■ Prompt ■
Read the records beneath this task and copy every line that contains the string "service".

[Opening Records to use section]

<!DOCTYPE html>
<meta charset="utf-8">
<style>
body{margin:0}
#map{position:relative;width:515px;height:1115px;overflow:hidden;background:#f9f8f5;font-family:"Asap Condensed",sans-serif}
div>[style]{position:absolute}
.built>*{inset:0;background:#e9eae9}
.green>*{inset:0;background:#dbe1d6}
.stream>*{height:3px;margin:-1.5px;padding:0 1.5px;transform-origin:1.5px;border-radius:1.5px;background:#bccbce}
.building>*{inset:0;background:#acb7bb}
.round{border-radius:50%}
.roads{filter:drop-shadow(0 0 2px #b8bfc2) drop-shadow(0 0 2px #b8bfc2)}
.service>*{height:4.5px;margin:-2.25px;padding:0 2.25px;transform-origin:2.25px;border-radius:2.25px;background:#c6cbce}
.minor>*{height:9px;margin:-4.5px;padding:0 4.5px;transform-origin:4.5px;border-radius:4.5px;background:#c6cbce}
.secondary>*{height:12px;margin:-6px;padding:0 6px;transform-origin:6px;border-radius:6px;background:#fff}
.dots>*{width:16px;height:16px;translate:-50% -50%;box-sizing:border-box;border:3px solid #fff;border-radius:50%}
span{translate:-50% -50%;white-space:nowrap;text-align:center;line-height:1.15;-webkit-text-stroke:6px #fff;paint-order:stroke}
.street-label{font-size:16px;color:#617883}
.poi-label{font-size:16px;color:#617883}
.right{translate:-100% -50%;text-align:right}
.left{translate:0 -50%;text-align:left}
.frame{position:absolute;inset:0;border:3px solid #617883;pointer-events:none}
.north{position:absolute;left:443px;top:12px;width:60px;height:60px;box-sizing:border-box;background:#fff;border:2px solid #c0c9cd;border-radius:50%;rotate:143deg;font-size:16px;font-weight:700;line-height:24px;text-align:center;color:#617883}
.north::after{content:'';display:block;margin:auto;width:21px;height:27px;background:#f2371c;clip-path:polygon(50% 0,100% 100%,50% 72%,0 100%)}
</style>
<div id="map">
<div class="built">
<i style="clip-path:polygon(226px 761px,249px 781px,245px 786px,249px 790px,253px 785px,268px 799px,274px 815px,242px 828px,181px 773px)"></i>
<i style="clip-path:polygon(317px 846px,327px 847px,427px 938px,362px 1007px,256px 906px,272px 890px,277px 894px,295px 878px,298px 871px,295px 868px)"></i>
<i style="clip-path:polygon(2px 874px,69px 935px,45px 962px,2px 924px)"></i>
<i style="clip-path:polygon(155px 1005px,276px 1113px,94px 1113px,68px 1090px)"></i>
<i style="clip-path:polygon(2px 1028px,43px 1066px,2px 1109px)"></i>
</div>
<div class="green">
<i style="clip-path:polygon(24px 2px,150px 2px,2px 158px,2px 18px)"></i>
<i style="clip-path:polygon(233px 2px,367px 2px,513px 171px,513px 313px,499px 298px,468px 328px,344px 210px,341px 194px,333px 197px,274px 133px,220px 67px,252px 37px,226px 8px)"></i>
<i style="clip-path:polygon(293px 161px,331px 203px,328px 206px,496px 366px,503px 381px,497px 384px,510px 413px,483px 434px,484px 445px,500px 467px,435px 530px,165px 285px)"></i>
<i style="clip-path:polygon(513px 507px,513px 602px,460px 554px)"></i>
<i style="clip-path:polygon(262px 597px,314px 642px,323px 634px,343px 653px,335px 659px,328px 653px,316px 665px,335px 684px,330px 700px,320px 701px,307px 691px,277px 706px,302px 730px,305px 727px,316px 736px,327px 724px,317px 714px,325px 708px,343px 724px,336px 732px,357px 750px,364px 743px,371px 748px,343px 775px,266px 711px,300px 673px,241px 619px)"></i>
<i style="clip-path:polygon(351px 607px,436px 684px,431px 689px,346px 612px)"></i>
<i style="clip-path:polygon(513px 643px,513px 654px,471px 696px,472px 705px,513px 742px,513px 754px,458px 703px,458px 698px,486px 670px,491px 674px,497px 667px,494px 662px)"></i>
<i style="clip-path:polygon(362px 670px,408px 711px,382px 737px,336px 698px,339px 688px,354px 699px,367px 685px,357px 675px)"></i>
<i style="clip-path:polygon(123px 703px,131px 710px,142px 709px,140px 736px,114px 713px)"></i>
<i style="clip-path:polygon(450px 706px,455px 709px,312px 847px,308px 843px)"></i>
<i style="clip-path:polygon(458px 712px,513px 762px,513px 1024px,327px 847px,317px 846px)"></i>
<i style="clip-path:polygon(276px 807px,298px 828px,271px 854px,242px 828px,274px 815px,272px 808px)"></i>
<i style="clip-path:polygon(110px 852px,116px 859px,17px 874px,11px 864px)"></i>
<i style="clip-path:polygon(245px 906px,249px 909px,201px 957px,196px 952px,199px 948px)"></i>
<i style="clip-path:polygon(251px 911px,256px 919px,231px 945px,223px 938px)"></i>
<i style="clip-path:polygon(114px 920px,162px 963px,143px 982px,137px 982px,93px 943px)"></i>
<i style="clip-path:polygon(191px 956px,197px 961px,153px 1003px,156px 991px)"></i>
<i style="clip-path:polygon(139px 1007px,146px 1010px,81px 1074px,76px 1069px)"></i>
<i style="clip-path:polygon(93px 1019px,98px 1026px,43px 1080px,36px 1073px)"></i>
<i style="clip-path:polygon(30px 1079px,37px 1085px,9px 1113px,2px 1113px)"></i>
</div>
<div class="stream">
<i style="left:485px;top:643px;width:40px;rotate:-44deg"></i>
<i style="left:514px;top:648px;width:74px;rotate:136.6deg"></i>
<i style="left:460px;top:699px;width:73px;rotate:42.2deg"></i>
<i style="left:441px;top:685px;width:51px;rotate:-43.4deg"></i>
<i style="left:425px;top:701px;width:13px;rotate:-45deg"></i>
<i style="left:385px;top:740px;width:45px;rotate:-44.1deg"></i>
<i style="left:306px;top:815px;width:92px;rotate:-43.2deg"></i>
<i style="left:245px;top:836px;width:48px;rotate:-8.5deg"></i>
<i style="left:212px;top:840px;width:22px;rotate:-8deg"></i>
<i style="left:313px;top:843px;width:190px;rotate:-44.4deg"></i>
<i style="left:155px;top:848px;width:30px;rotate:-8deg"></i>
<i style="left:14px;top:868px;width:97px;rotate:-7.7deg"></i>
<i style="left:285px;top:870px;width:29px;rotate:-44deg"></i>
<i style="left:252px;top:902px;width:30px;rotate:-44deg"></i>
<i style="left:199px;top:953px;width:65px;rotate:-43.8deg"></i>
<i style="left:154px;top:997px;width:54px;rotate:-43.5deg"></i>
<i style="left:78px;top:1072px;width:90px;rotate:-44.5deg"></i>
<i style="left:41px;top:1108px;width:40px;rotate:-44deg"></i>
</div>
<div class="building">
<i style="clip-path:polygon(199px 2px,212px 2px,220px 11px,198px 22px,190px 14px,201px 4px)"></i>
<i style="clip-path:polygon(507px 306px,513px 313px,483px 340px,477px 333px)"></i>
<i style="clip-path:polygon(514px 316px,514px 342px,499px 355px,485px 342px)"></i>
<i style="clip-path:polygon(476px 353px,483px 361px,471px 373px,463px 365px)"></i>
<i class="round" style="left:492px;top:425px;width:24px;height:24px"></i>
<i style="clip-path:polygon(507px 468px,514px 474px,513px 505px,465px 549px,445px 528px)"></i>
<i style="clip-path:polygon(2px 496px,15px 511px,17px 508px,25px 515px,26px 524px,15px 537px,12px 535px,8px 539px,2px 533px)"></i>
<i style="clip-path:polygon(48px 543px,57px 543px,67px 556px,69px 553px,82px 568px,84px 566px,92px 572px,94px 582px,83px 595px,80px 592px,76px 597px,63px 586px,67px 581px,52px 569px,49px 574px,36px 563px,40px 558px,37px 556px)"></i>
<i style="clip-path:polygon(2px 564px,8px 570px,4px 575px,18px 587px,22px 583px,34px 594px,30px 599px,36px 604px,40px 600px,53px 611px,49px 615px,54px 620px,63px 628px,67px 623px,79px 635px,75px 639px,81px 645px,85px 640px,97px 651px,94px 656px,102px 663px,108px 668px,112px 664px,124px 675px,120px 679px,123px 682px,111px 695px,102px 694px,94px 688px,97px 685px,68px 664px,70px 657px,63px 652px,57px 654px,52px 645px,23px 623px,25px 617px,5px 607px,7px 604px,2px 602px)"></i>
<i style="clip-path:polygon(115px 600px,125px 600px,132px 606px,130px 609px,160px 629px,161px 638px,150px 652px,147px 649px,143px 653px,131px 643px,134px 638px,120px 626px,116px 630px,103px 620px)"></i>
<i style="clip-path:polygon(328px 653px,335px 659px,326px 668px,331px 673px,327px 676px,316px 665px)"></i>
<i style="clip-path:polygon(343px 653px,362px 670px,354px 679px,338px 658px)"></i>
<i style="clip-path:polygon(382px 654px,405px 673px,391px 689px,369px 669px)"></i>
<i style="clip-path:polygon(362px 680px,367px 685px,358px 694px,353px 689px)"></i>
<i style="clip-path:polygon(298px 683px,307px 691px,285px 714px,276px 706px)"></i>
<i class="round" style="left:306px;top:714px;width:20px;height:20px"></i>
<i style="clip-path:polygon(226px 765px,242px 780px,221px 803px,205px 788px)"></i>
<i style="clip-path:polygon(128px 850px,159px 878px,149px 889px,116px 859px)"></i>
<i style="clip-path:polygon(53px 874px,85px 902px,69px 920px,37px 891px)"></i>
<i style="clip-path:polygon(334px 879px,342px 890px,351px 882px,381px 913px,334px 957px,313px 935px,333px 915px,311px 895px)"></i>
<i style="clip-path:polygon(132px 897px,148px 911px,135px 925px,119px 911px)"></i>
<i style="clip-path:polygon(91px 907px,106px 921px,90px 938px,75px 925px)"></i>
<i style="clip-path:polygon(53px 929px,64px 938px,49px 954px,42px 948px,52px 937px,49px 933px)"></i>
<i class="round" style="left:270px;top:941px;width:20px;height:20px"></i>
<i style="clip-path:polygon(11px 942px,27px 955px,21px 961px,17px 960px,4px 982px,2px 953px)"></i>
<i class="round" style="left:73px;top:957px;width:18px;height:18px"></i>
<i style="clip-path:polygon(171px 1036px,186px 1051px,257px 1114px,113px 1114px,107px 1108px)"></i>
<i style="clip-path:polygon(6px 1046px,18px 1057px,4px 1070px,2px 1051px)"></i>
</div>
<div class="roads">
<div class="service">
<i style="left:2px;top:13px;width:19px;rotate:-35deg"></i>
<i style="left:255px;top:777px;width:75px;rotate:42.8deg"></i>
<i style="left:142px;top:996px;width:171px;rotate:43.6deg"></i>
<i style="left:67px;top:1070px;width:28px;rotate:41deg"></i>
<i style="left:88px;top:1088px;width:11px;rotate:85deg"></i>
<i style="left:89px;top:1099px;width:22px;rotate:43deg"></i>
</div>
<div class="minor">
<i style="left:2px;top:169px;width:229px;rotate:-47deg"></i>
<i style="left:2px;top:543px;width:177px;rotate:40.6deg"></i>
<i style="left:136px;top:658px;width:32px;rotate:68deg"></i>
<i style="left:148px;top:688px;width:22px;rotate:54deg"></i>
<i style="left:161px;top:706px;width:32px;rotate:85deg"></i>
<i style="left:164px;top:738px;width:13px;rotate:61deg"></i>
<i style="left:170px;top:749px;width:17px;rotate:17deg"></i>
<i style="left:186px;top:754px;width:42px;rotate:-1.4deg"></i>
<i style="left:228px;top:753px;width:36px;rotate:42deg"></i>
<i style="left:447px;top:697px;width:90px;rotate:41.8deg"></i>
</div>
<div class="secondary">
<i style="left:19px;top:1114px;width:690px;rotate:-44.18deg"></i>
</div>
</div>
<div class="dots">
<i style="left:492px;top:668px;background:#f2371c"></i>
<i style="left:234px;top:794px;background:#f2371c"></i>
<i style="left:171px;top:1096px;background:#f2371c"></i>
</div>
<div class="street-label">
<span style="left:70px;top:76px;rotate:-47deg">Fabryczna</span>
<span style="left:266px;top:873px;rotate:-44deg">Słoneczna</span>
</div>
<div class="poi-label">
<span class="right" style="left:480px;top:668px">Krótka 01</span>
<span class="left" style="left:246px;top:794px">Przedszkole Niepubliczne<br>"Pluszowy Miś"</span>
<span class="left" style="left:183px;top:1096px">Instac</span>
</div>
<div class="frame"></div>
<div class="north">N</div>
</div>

[Closing Records to use section]

■ Response to this task ■
.service>*{height:4.5px;margin:-2.25px;padding:0 2.25px;transform-origin:2.25px;border-radius:2.25px;background:#c6cbce}
<div class="service">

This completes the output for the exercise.